• Saved entries
--- START ---

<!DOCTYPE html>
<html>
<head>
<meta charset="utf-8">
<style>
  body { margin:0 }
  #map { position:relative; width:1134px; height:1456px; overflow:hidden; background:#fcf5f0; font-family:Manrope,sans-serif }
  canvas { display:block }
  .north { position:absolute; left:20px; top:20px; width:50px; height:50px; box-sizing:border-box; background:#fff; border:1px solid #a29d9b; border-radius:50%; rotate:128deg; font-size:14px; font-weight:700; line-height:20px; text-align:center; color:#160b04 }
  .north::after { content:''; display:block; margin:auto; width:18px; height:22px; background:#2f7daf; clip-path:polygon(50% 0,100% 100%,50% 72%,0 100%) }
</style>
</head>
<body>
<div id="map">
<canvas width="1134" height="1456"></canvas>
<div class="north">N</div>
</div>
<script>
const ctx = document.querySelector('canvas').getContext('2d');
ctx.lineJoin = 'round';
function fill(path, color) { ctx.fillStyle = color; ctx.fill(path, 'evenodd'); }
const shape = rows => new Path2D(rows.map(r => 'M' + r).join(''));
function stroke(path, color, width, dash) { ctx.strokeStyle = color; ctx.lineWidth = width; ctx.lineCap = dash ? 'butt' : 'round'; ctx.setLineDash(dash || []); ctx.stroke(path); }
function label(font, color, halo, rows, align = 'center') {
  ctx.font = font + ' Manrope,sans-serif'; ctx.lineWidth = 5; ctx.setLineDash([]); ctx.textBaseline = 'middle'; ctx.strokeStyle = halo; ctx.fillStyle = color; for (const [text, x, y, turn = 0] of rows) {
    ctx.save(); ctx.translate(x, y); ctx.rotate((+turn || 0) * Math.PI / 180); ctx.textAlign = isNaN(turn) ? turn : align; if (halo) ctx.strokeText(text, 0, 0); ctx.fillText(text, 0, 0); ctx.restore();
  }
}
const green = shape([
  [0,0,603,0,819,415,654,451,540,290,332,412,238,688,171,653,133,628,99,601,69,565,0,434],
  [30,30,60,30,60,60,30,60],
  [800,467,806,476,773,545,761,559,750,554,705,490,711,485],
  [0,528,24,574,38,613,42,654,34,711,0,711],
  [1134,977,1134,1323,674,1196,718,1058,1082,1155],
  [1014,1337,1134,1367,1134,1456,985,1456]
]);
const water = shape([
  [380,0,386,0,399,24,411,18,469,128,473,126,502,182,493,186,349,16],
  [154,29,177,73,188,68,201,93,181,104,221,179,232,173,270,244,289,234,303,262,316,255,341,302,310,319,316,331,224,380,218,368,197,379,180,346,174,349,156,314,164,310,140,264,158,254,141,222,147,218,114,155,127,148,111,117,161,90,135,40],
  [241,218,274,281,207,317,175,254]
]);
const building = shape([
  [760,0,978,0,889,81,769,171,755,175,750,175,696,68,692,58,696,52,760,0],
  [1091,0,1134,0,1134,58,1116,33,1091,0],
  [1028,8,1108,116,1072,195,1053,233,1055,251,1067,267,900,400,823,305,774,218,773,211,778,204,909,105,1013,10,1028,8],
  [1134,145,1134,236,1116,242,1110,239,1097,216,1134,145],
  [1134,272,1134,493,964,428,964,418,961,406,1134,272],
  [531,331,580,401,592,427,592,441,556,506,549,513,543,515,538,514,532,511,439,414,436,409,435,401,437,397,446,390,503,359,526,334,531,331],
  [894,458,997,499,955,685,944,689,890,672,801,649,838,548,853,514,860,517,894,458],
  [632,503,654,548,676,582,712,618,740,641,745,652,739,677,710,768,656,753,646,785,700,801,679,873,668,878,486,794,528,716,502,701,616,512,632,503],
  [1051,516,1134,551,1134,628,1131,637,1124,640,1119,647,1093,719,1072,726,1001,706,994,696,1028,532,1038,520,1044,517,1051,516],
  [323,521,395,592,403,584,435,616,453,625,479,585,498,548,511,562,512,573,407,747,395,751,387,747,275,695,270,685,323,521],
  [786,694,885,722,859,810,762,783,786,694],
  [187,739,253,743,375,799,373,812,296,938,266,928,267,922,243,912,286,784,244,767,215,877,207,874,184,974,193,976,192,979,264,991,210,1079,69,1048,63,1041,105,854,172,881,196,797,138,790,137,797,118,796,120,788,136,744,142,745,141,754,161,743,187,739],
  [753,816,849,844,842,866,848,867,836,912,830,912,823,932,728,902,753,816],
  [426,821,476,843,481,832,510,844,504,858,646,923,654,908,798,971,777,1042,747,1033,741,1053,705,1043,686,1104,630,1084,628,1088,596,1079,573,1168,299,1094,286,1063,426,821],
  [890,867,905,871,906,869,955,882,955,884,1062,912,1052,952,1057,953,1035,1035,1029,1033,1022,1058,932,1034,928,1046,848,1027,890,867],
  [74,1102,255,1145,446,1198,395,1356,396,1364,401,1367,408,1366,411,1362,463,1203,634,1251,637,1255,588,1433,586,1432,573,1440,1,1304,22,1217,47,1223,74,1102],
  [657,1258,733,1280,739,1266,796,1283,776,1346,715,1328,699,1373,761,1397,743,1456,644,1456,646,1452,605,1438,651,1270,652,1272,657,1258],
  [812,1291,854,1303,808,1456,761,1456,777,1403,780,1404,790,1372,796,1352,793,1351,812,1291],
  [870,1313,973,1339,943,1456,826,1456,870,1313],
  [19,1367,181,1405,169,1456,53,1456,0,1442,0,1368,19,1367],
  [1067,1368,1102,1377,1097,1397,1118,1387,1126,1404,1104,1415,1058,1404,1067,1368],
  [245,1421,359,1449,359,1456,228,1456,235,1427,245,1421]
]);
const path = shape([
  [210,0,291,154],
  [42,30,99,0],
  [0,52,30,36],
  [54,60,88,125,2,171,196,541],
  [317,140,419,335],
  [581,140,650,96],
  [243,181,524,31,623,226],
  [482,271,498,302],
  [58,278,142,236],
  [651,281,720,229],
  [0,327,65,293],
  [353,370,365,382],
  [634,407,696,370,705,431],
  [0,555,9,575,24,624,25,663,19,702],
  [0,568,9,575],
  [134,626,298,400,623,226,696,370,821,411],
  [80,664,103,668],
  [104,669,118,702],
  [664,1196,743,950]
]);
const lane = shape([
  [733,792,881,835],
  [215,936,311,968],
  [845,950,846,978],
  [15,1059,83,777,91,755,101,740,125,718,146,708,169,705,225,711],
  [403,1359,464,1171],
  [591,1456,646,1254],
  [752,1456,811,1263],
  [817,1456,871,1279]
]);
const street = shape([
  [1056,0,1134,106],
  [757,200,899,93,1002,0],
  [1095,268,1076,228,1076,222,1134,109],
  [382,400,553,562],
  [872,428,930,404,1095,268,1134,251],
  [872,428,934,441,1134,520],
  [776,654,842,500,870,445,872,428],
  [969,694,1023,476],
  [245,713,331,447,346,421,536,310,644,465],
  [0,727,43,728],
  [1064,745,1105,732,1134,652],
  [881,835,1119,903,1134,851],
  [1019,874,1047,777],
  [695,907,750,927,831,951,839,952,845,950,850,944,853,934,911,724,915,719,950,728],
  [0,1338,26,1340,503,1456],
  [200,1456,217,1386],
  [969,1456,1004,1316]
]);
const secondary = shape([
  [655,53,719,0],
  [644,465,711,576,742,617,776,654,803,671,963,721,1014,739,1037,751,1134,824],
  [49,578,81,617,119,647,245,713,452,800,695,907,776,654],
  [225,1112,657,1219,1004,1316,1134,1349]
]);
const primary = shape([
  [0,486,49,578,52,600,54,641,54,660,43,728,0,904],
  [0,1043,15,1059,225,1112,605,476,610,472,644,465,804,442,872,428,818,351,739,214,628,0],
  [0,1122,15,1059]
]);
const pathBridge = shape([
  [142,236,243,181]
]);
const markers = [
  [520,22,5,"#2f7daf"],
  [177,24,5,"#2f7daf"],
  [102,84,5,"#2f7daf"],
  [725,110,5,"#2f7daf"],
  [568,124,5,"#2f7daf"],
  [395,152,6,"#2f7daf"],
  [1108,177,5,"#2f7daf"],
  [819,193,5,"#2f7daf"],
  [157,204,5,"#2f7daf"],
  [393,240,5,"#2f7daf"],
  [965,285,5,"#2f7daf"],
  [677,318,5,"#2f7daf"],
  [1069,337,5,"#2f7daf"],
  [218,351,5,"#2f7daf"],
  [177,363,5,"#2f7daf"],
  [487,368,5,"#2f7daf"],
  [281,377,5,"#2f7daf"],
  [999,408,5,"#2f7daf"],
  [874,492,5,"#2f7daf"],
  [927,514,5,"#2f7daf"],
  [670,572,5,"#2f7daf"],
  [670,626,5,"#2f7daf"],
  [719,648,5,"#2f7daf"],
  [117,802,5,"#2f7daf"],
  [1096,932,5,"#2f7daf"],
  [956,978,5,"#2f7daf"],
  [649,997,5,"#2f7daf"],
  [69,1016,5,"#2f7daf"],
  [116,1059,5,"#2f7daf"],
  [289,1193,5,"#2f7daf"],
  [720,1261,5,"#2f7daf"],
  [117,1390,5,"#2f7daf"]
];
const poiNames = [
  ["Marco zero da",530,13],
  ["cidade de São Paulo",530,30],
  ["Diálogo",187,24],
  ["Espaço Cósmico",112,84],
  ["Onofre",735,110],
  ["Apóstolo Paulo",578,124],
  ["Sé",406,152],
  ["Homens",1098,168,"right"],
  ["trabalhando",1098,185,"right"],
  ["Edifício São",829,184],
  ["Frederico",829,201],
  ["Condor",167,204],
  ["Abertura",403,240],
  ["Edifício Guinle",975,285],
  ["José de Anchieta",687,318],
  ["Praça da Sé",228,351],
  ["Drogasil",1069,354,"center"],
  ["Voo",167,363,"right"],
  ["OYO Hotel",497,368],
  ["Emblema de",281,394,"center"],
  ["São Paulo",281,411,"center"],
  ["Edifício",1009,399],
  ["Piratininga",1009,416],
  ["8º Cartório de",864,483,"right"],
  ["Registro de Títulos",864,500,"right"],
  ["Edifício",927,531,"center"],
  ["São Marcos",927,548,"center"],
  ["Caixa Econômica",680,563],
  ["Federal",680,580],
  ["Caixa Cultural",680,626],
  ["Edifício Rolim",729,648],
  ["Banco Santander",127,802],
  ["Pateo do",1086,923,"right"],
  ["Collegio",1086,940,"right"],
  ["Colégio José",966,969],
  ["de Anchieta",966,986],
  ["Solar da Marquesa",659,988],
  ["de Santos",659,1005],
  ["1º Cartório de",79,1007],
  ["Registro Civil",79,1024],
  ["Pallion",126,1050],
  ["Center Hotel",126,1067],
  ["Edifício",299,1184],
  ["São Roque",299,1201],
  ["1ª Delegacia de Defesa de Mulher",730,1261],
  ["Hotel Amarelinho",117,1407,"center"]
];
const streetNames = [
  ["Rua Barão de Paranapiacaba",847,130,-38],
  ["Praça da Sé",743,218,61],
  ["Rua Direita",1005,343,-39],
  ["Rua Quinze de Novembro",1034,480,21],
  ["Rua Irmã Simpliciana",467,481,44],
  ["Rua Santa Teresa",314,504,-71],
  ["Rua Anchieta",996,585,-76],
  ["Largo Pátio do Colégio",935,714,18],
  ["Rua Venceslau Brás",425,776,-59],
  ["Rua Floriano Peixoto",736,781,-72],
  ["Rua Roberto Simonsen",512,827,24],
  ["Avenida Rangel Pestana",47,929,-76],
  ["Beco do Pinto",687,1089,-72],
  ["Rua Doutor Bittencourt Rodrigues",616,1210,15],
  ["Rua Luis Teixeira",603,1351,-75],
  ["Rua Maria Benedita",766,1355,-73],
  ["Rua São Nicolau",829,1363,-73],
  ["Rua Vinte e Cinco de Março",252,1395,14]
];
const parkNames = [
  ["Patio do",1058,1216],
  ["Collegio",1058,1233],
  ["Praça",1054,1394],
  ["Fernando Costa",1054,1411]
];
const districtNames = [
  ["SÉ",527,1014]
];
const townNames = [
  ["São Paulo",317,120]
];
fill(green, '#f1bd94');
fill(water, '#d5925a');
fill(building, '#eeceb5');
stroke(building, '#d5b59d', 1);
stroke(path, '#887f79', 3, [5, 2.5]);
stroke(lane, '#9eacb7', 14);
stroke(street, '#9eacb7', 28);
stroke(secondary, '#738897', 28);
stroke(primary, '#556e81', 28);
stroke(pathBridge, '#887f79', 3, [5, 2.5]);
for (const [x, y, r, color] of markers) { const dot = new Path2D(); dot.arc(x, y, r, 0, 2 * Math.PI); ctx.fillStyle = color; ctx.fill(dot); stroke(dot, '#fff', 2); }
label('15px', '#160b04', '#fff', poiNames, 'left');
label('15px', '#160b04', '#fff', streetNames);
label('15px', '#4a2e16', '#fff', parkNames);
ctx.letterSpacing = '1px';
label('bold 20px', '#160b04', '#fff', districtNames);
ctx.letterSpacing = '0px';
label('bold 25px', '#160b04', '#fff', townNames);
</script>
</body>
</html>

--- END ---

• Problem to work on
Your answer must be a single number: the count of lines above that hold the word "turn".

• Answer to the exercise
2